Originally Posted by
Loramski
Writes a long-arsed article criticising lockdown then concludes it by saying 'a Swedish approach was always unrealistic in Britain', not sure where he was coming from really.
MD (Dr Phil Hammond) does an excellent piece on Sweden in the latest Private Eye. I don't think it's online anywhere so I can't link it. He says there was a 'slowdown' in Sweden which didn't need to become a full lockdown because 'the majority of Swedes understood and accepted the risks and complied with measures voluntarily'. Obviously I can't vouch for that but my lad spent the first two months of lockdown in Holland and was surprised how stupid British people were in comparison when he moved back here.
MD asks if the UK could've copied Sweden and continues
"Yes, but our outcomes would likely have been far worse. The UK is a much more overcrowded and busier travel hub than Sweden and with little border control the pandemic 'loading dose' in the UK was much higher and more widely spread, so health services would have been under much greater pressure without lockdown.

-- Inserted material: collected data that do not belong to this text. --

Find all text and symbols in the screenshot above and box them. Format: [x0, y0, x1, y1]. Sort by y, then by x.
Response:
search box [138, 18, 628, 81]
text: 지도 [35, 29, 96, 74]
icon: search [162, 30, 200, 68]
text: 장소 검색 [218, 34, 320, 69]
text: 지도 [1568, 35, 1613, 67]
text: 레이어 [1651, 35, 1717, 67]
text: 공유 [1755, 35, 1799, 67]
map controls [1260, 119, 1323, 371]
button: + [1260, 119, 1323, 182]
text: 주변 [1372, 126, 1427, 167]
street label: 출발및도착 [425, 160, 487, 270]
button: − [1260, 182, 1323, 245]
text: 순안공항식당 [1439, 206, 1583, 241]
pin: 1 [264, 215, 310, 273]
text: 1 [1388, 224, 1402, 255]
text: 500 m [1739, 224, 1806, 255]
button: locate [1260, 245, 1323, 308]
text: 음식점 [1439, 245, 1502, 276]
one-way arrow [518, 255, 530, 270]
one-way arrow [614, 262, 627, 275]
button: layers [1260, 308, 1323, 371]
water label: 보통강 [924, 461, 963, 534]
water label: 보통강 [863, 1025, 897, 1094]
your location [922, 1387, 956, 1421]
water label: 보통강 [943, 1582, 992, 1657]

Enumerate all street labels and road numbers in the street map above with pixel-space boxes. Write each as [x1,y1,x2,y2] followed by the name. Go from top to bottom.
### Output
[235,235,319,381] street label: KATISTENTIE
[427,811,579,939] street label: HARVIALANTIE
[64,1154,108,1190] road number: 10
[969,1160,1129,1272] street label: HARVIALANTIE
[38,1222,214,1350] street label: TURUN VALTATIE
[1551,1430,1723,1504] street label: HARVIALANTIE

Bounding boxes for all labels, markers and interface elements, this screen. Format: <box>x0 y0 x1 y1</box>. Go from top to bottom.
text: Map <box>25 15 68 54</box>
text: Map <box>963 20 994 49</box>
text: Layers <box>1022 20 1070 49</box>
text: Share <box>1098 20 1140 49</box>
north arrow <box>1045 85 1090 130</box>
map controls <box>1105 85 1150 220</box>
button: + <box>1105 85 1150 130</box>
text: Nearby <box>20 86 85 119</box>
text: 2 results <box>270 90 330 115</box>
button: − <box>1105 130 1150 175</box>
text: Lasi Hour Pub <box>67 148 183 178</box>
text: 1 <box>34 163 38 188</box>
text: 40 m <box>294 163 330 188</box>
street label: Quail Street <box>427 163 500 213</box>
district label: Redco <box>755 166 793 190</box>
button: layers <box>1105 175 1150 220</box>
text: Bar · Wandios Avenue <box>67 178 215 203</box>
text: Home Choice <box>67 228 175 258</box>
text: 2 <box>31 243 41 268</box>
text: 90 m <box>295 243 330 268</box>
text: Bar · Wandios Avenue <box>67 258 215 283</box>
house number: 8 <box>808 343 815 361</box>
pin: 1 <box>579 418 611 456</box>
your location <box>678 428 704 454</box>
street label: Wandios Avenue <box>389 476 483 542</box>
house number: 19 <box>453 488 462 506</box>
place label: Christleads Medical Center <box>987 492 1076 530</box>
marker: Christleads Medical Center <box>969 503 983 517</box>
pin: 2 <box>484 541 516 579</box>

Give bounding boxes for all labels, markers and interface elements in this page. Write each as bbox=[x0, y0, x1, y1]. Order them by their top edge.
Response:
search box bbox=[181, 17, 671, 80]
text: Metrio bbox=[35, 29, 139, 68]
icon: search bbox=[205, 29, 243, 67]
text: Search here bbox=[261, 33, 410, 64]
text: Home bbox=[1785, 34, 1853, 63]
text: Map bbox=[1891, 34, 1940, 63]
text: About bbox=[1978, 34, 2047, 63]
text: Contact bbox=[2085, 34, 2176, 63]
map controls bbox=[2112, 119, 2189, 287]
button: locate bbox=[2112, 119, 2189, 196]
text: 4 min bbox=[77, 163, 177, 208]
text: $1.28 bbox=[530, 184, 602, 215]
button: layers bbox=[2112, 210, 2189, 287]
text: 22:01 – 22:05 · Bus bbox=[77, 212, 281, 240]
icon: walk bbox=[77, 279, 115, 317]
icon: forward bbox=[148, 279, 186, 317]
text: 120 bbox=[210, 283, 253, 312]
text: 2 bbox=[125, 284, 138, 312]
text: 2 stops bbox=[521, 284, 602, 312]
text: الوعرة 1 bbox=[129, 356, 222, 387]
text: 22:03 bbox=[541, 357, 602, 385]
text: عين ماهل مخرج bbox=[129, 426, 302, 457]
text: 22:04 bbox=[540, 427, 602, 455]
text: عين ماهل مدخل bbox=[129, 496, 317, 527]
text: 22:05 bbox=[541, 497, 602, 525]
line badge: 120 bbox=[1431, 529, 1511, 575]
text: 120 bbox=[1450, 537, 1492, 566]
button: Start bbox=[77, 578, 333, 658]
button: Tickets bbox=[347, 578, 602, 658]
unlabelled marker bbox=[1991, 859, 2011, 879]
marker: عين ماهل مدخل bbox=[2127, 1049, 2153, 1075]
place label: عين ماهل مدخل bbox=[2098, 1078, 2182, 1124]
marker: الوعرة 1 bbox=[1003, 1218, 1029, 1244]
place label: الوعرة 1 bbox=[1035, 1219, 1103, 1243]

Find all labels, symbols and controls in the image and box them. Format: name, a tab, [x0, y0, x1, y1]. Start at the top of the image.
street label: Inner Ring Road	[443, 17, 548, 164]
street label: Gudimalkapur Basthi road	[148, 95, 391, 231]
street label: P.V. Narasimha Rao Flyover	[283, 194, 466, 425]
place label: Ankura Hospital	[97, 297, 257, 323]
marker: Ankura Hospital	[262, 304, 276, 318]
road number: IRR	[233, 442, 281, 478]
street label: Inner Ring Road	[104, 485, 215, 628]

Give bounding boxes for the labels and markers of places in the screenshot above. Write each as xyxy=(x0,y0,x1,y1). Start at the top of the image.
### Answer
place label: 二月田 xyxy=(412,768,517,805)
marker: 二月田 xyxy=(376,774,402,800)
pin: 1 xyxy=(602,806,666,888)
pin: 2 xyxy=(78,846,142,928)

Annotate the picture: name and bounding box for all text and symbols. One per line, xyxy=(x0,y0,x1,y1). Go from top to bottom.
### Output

The UK is also singularly ill-placed to cope with Covid. Our public health is appalling. We have emerged from the pandemic as the Sick Man of Europe because we were the Sick Man of Europe before it started. Covid has just acted as an accelerator of pre-existing risks and inequalities. The UK puts much less into its health and social care system than Sweden. Sweden has a much better life expectancy than the UK (where improvements have stalled for two years running). The UK has far greater levels of poverty, over-crowding, obesity and chronic disease than Sweden. If the UK had tried the Swedish approach without lockdown, the wave of serious illness would've overwhelmed the NHS, because we can barely cope with the wave of serious illnesses that aren't Covid. Yet many are preventable.
Too many Brits take too little personal responsibility for their health, junk food is everywhere and the state does not help those most in need. Two thirds of those who have died from Covid in the UK were already living with disability, and 80% had one or more pre-existing illnesses. Sweden, on the other hand, is one of the fittest nations in Europe, the ideal country to test a more relaxed approach."